Stored data

═══

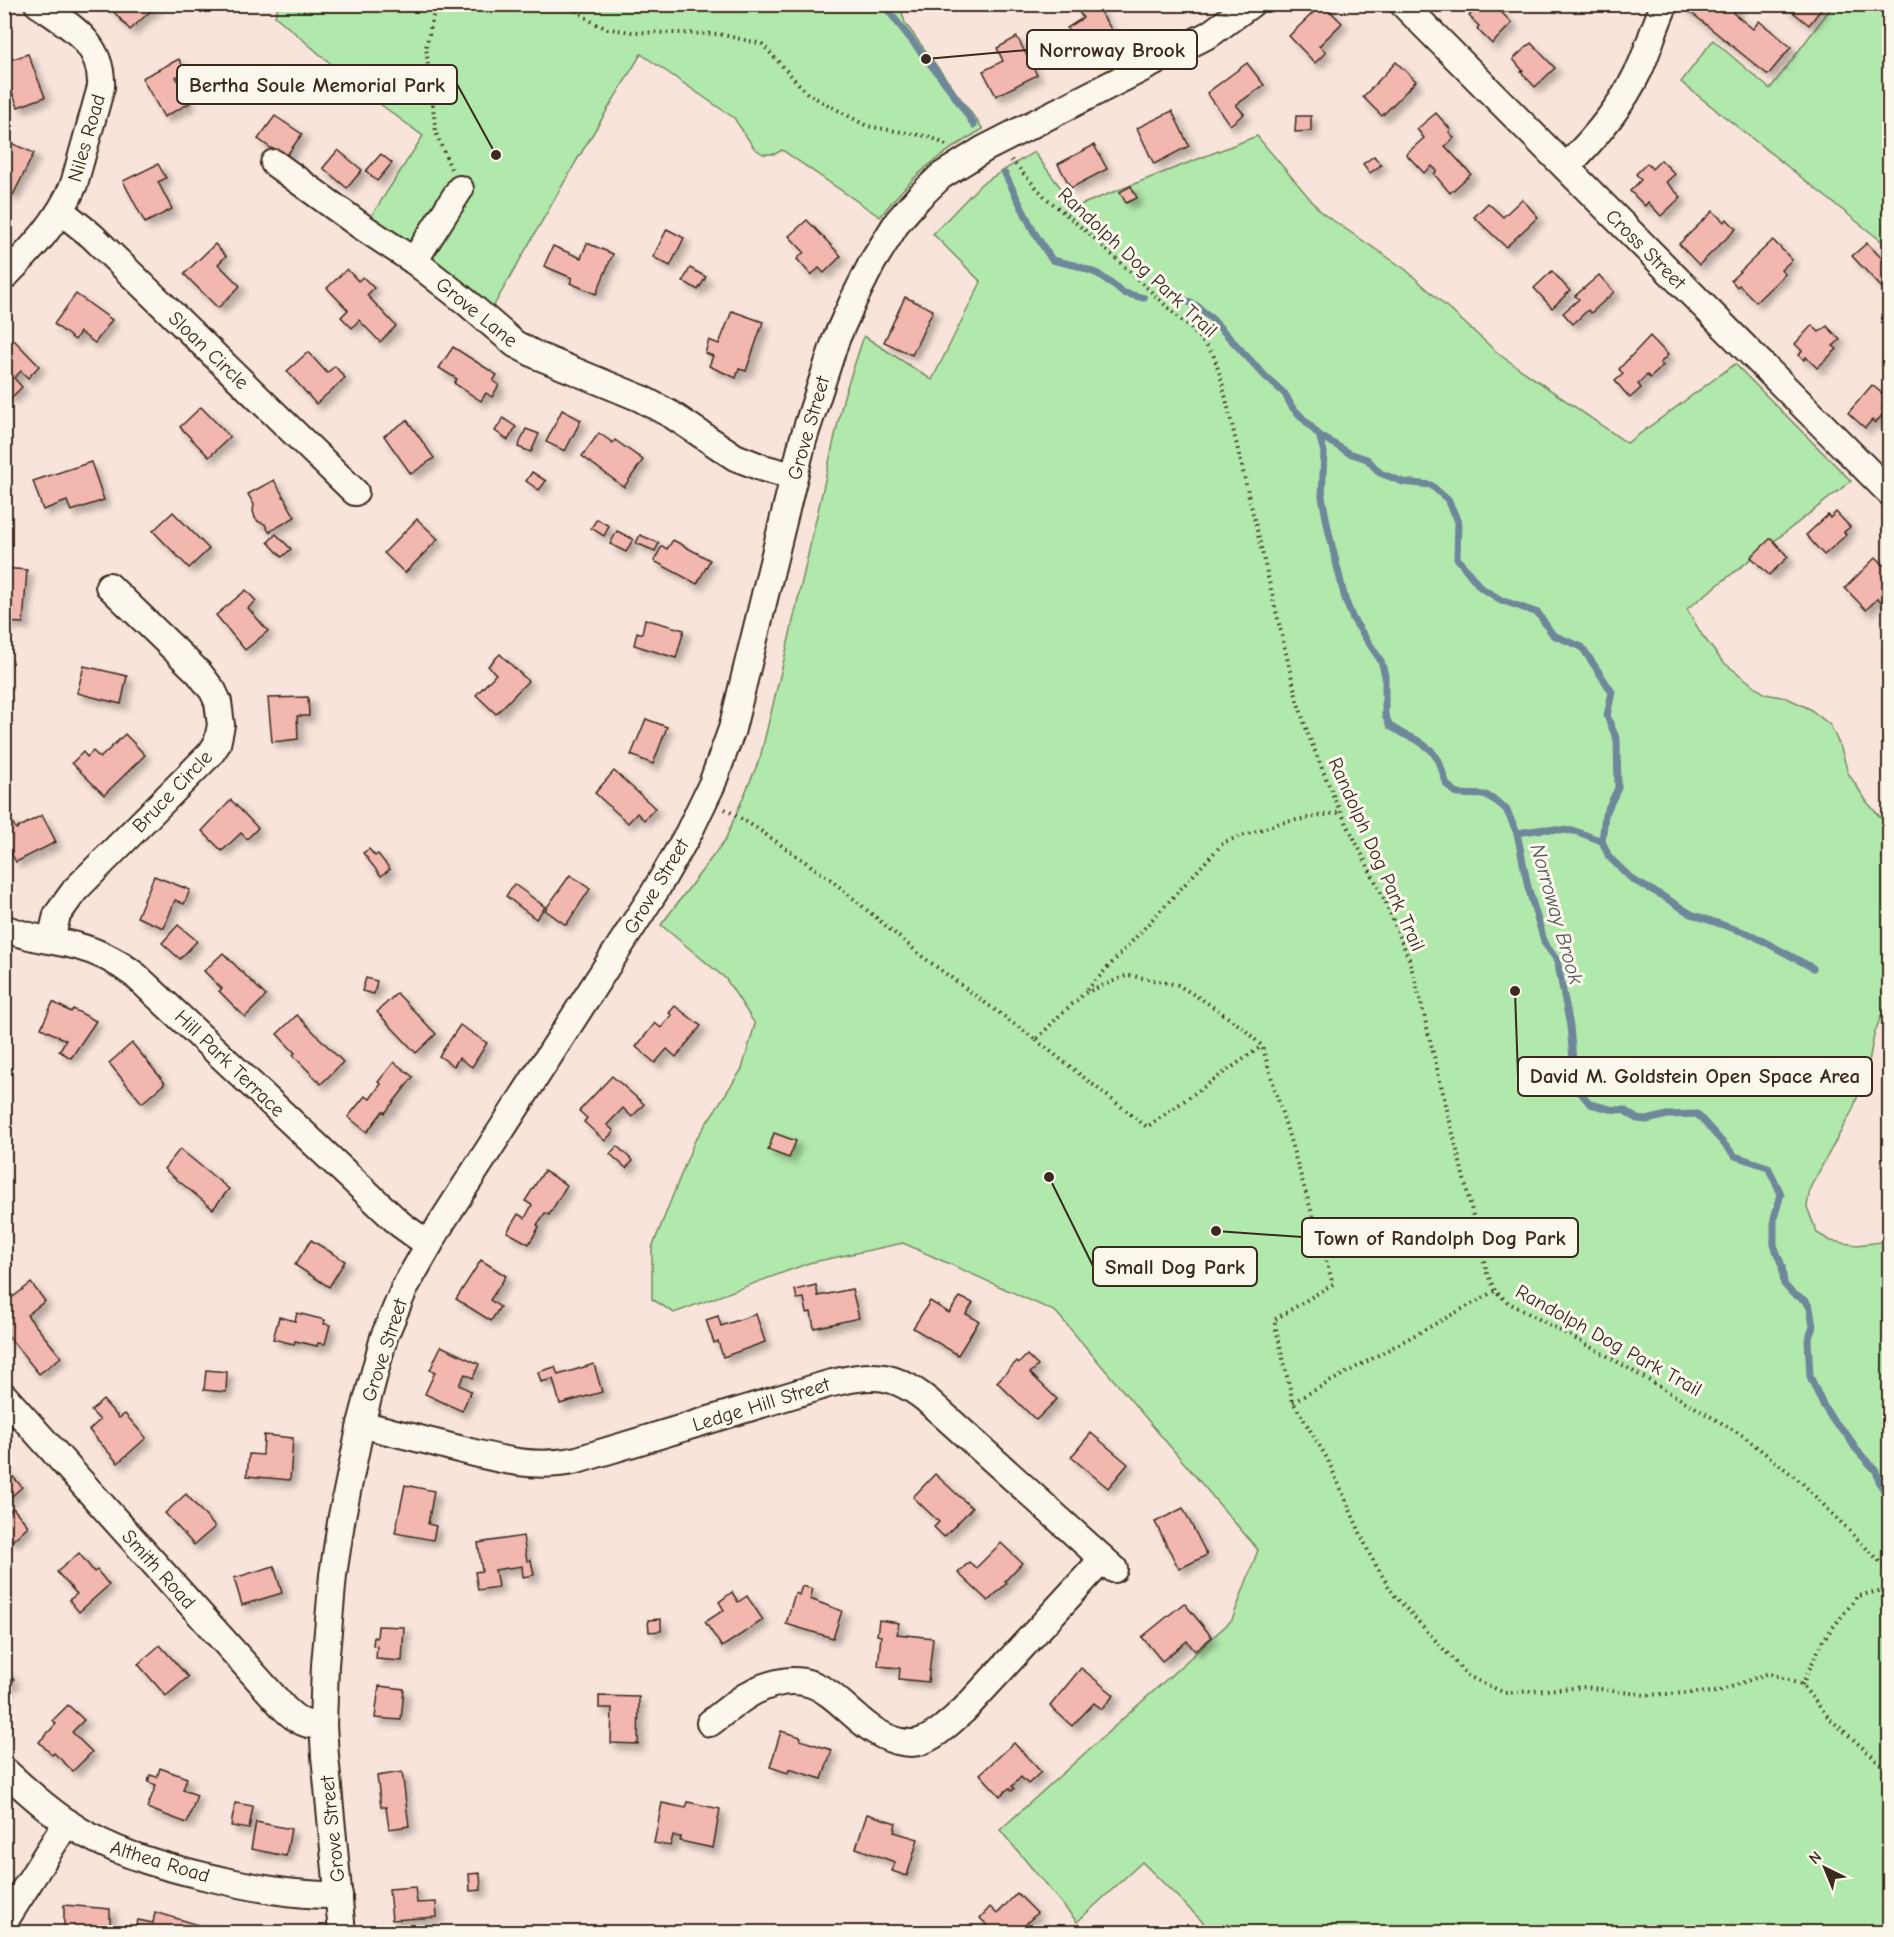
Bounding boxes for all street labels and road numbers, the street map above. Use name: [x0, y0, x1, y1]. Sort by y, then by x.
street label: Niles Road: [63, 92, 110, 185]
street label: Randolph Dog Park Trail: [1053, 183, 1222, 342]
street label: Cross Street: [1601, 205, 1691, 295]
street label: Grove Lane: [431, 273, 522, 352]
street label: Sloan Circle: [164, 307, 253, 394]
street label: Grove Street: [783, 372, 835, 483]
street label: Bruce Circle: [128, 746, 217, 837]
street label: Randolph Dog Park Trail: [1323, 754, 1430, 954]
street label: Grove Street: [619, 833, 695, 938]
street label: Hill Park Terrace: [170, 1005, 289, 1122]
street label: Randolph Dog Park Trail: [1512, 1280, 1706, 1401]
street label: Grove Street: [357, 1294, 412, 1405]
street label: Ledge Hill Street: [690, 1372, 834, 1436]
street label: Smith Road: [117, 1525, 200, 1614]
street label: Grove Street: [315, 1773, 350, 1883]
street label: Althea Road: [107, 1835, 212, 1887]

═══

**Exercise prompt**
Please print the entries exactly as they stand. Images are not part of the copy.

**Task response**
Bounding boxes for all street labels and road numbers, the street map above. Use name: [x0, y0, x1, y1]. Sort by y, then by x.
street label: Niles Road: [63, 92, 110, 185]
street label: Randolph Dog Park Trail: [1053, 183, 1222, 342]
street label: Cross Street: [1601, 205, 1691, 295]
street label: Grove Lane: [431, 273, 522, 352]
street label: Sloan Circle: [164, 307, 253, 394]
street label: Grove Street: [783, 372, 835, 483]
street label: Bruce Circle: [128, 746, 217, 837]
street label: Randolph Dog Park Trail: [1323, 754, 1430, 954]
street label: Grove Street: [619, 833, 695, 938]
street label: Hill Park Terrace: [170, 1005, 289, 1122]
street label: Randolph Dog Park Trail: [1512, 1280, 1706, 1401]
street label: Grove Street: [357, 1294, 412, 1405]
street label: Ledge Hill Street: [690, 1372, 834, 1436]
street label: Smith Road: [117, 1525, 200, 1614]
street label: Grove Street: [315, 1773, 350, 1883]
street label: Althea Road: [107, 1835, 212, 1887]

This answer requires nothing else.